Google reported on the results of the bug bounty program in 2019. It turned out that last year was a record: in fact, Google doubled the amount of remuneration paid to researchers for the vulnerabilities discovered, paying a total of more than 6.5 million US dollars for various bugs.
Let me remind you that the vulnerability detection rewards program has been running in Google for 10 years. In total, during this time the company spent more than $ 21 million on remuneration.
In 2019, more than 460 researchers from around the world participated in the bug bounty Google, and the largest payout was $ 201,337. Such a generous reward was awarded to an Alpha Lab specialist who discovered exploit chain, which in one click could lead to remote code execution on the Pixel 3 device.

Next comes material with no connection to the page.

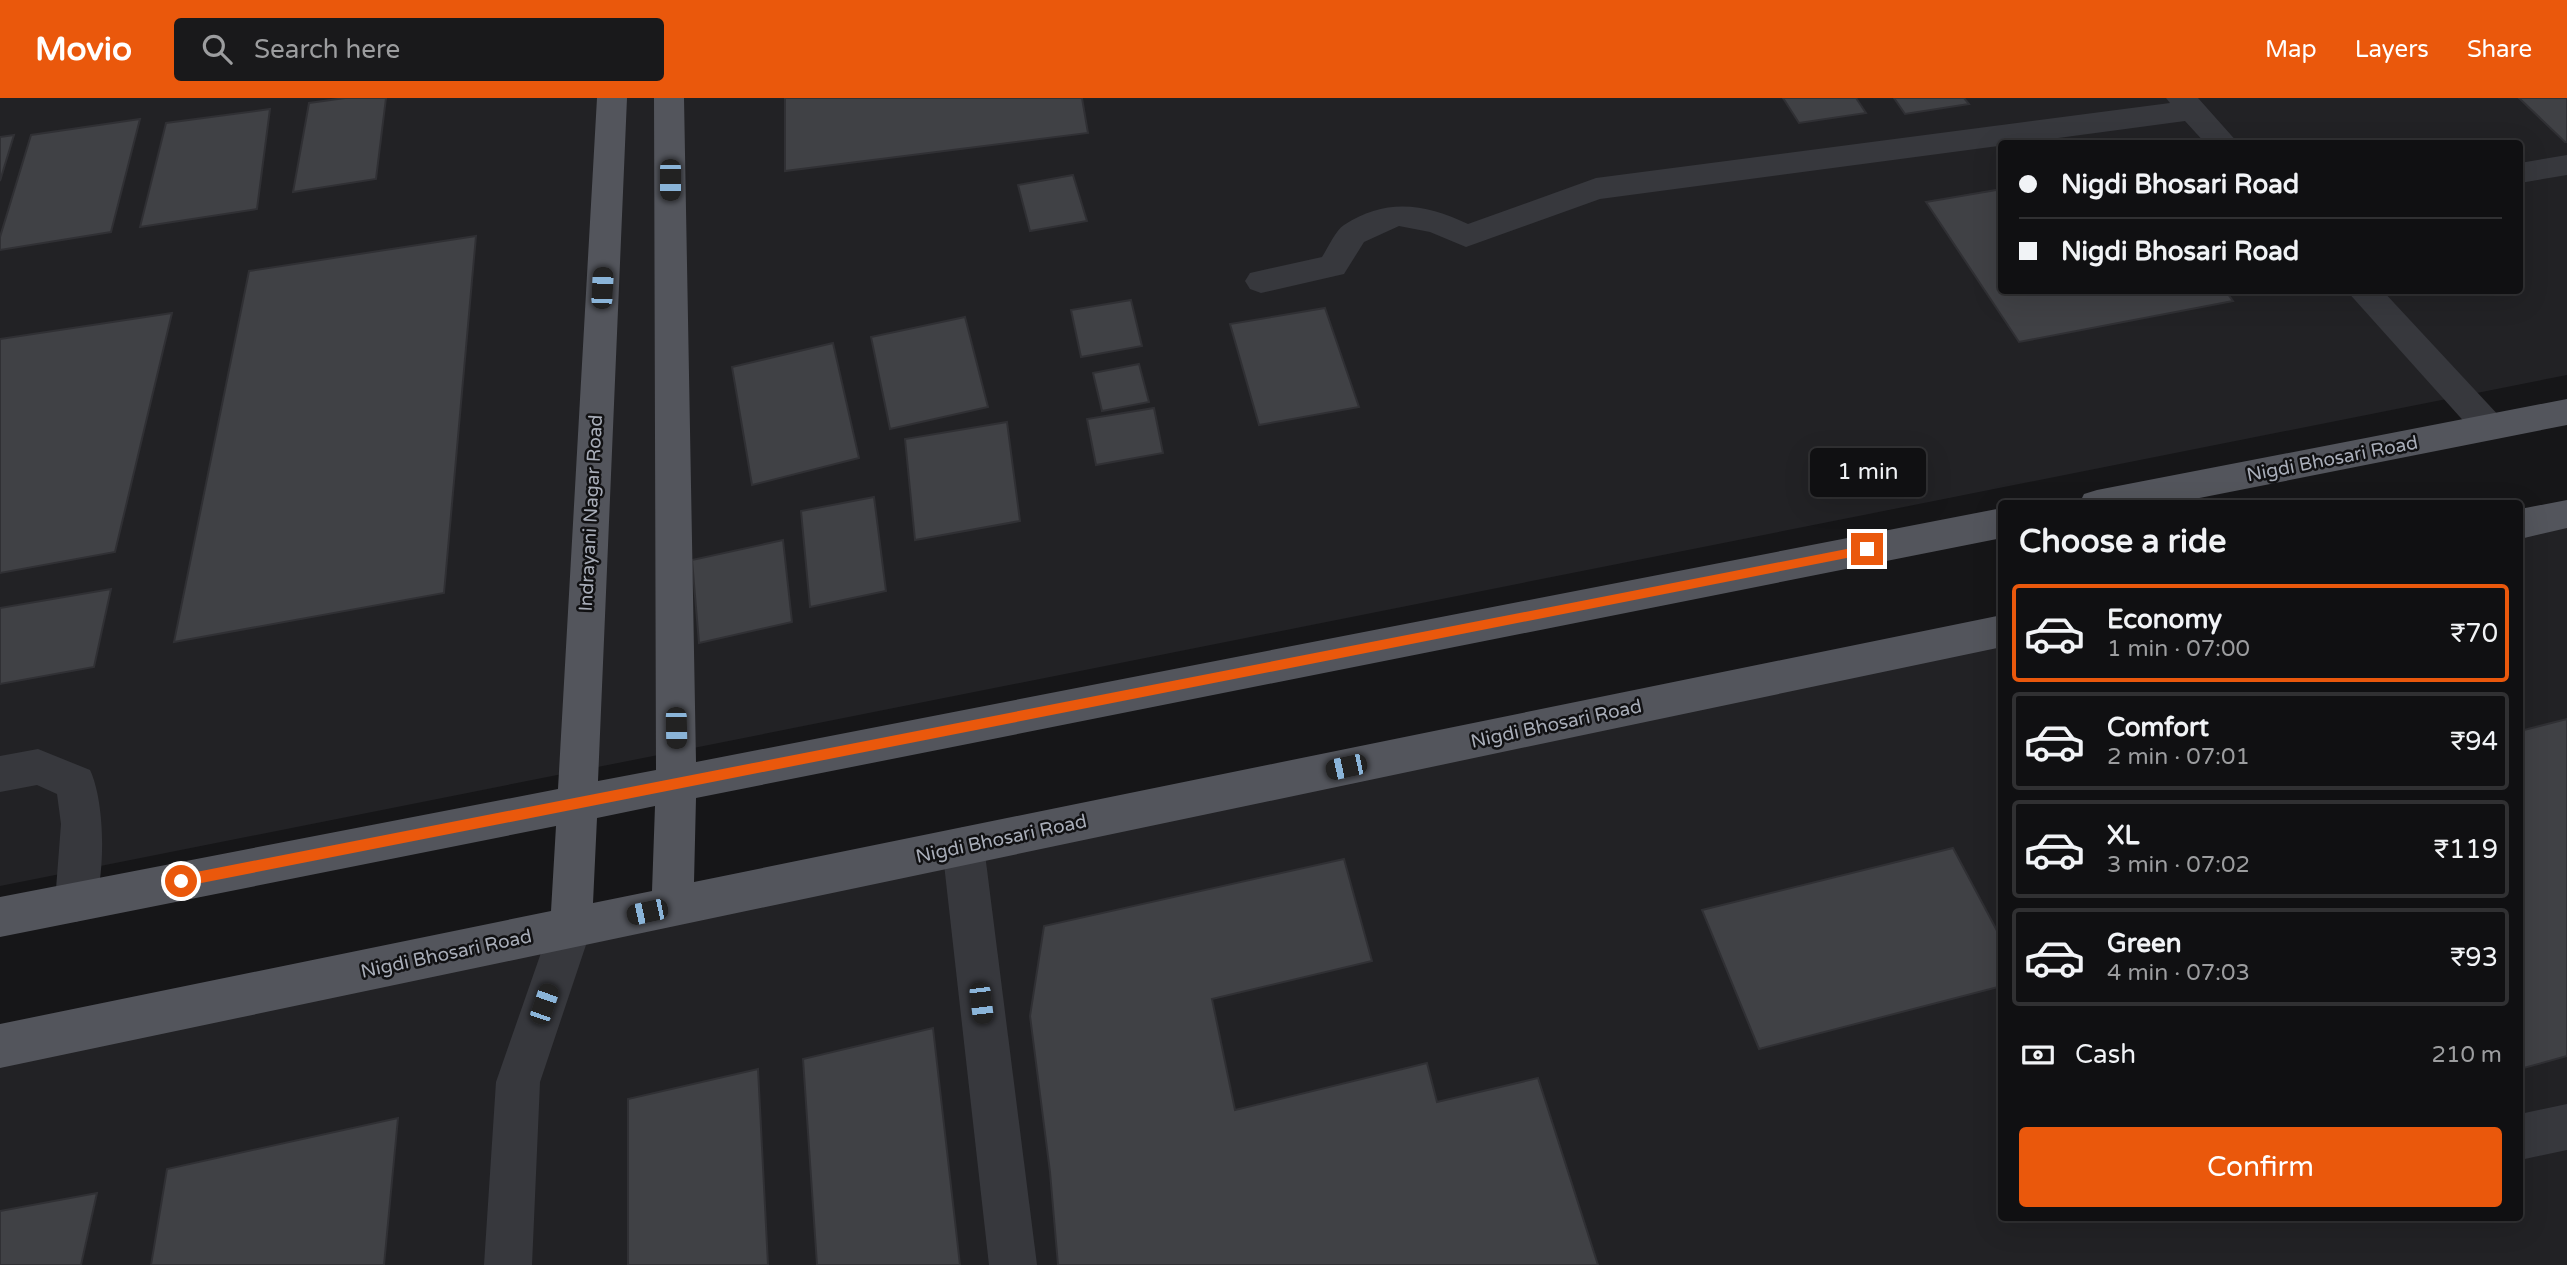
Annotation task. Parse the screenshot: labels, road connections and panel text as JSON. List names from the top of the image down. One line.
{"streets":{"main road":["Nigdi Bhosari Road","Indrayani Nagar Road"]},"crossings":[["Nigdi Bhosari Road","Indrayani Nagar Road"]],"page":{"header":"Movio","search":"Search here","nav":["Map","Layers","Share"],"banner":["Nigdi Bhosari Road","Nigdi Bhosari Road"],"bubble":"1 min","heading":"Choose a ride","list":[{"name":"Economy","note":"1 min · 07:00","value":"₹70"},{"name":"Comfort","note":"2 min · 07:01","value":"₹94"},{"name":"XL","note":"3 min · 07:02","value":"₹119"},{"name":"Green","note":"4 min · 07:03","value":"₹93"}],"pay":["Cash","210 m"],"buttons":"Confirm"}}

In general, millions paid to researchers were fairly evenly distributed among various Google programs. So, $ 2.1 million was spent on payments for the main Google Vulnerability Reward Program (VRP); Android rewards program cost the company another $ 1.9 million; vulnerabilities in Chrome brought researchers a total of $ 1 million; and another 800,000 were paid through the Google Play Security Reward Program.
Let me remind you that last year the company expanded its bug bounty program and increased the amount of rewards. For example, now researchers will be able to earn money by detecting abuse of user data, and for compromising the Titan M security module (used in Google Pixel 3 and Pixel 4) you can get up to one and a half million dollars at all.